Task statement = From the data below, set down exactly the lines between the one holding "Convert the image" and the one holding "Quick job: Parse", inclusive, and no others.

Record set: Begin

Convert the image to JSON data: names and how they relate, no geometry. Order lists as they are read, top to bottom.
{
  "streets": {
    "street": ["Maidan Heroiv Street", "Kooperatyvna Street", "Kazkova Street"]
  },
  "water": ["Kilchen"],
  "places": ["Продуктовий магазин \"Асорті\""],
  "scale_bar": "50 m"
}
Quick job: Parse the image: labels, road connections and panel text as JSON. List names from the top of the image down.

Record set: End
Record set: Begin

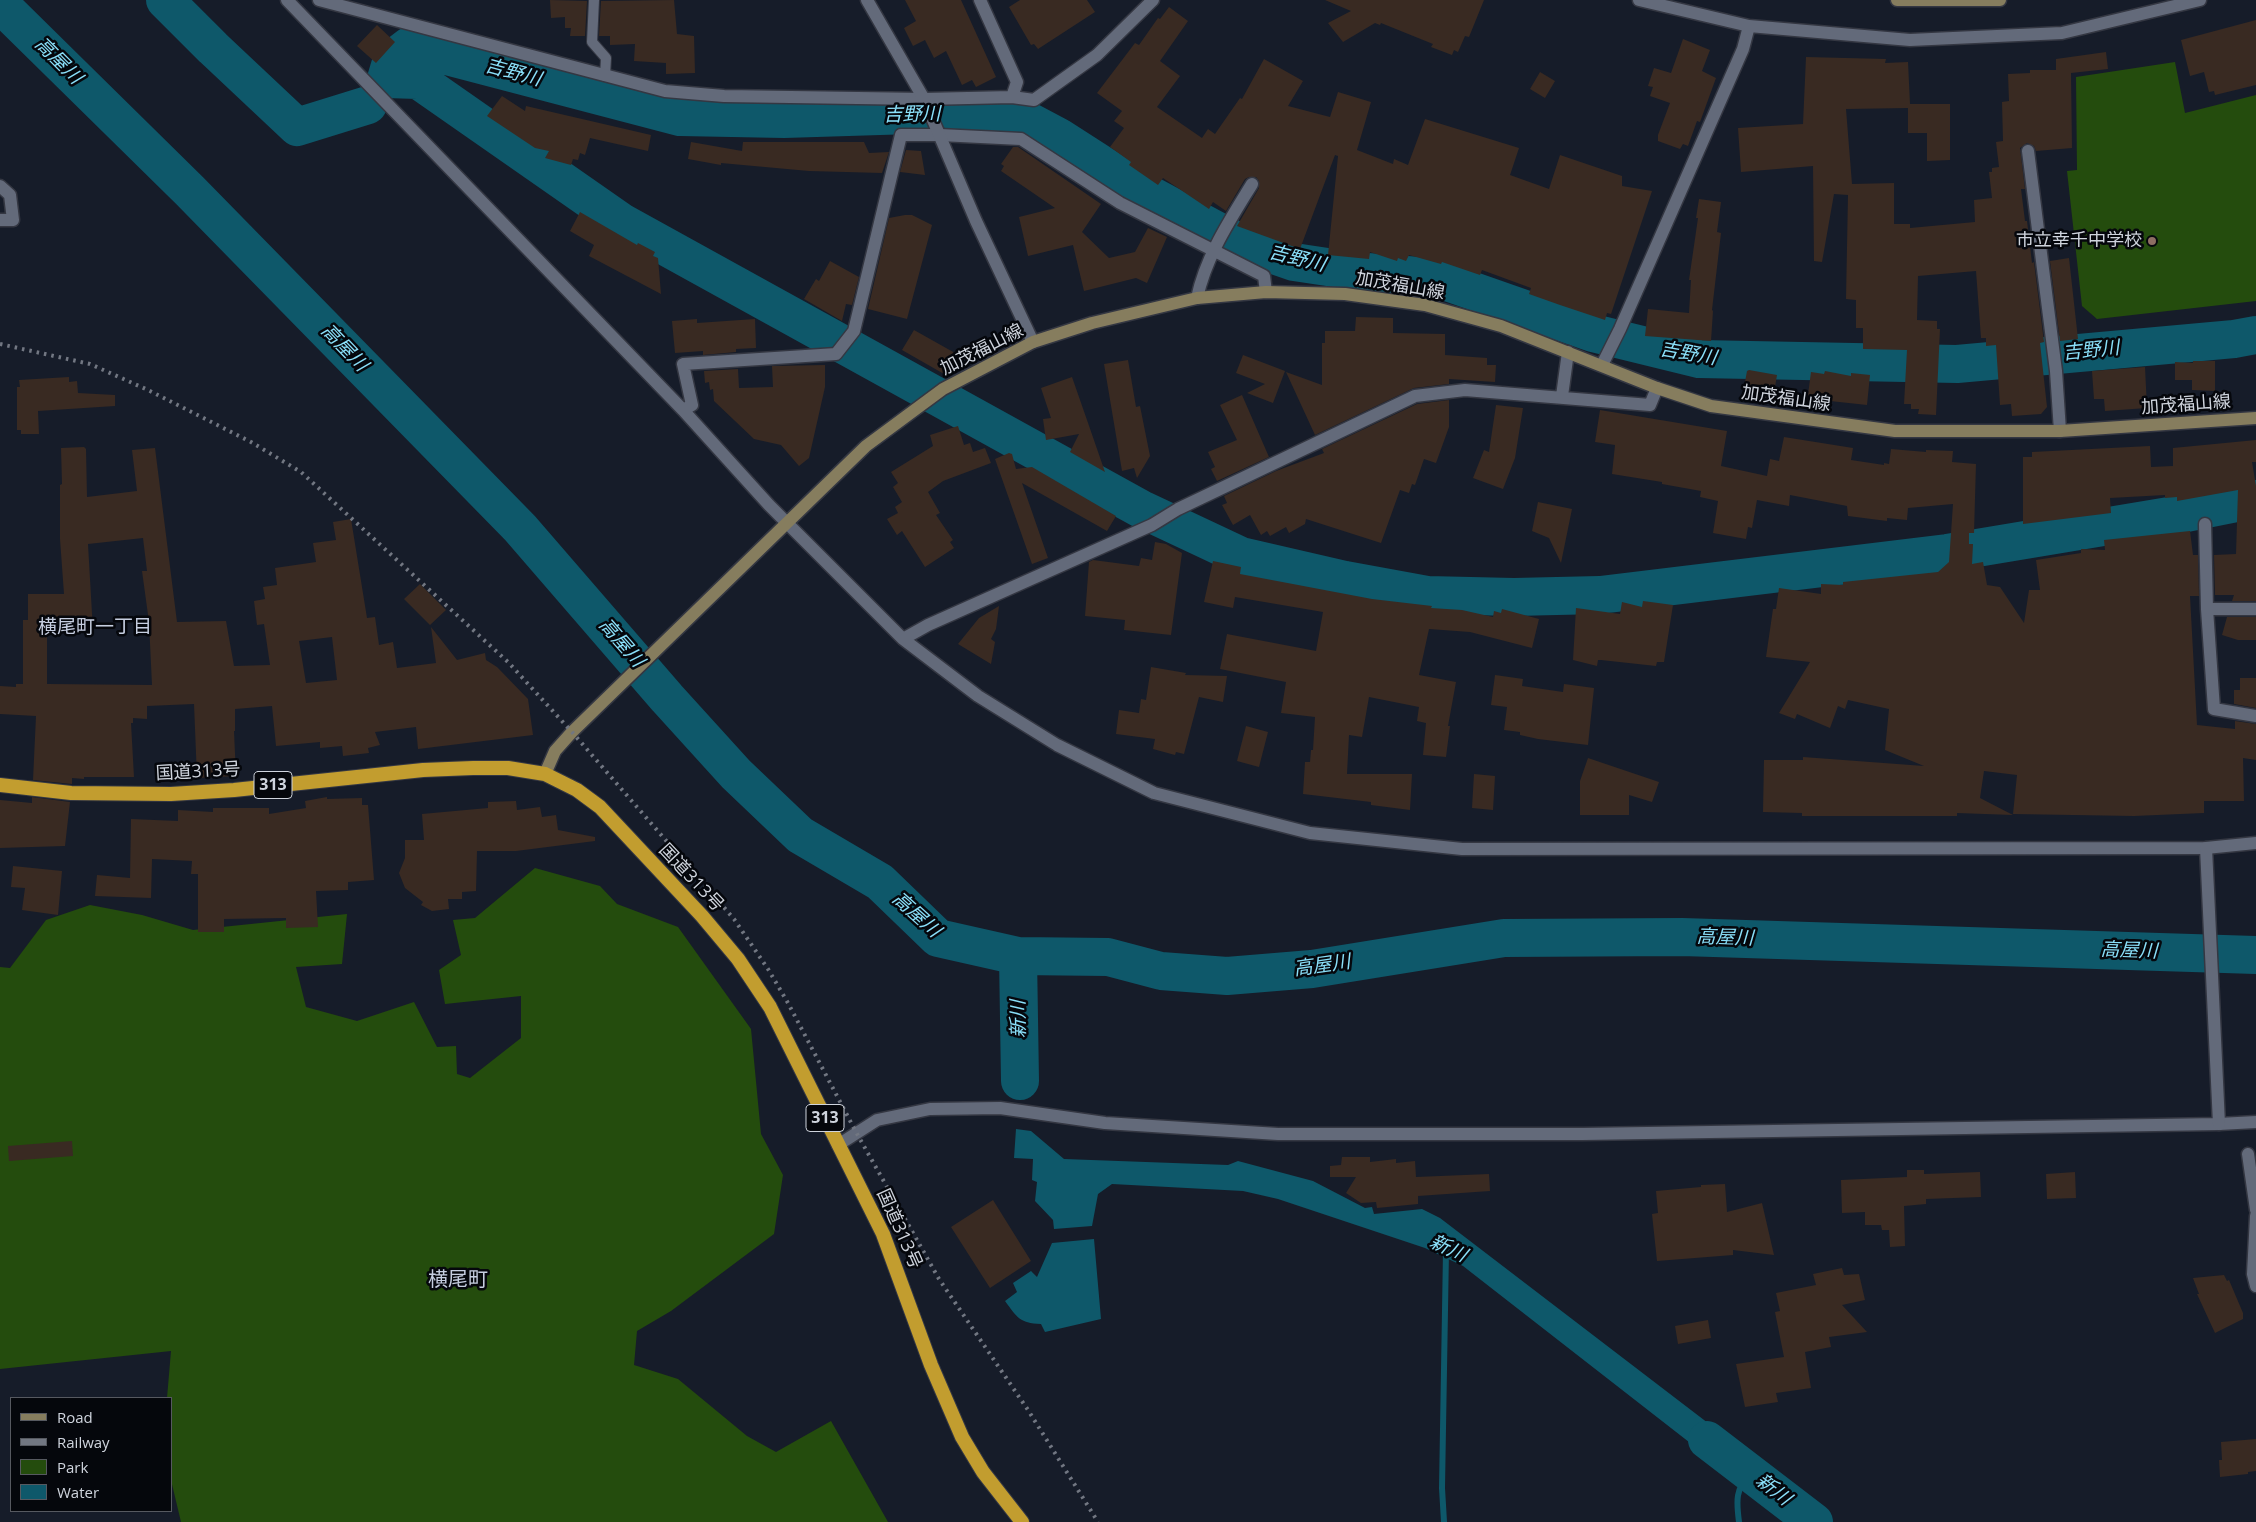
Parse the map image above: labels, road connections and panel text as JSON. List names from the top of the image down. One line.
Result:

Record set: End

Answer below =
Convert the image to JSON data: names and how they relate, no geometry. Order lists as they are read, top to bottom.
{
  "streets": {
    "street": ["Maidan Heroiv Street", "Kooperatyvna Street", "Kazkova Street"]
  },
  "water": ["Kilchen"],
  "places": ["Продуктовий магазин \"Асорті\""],
  "scale_bar": "50 m"
}
Quick job: Parse the image: labels, road connections and panel text as JSON. List names from the top of the image down.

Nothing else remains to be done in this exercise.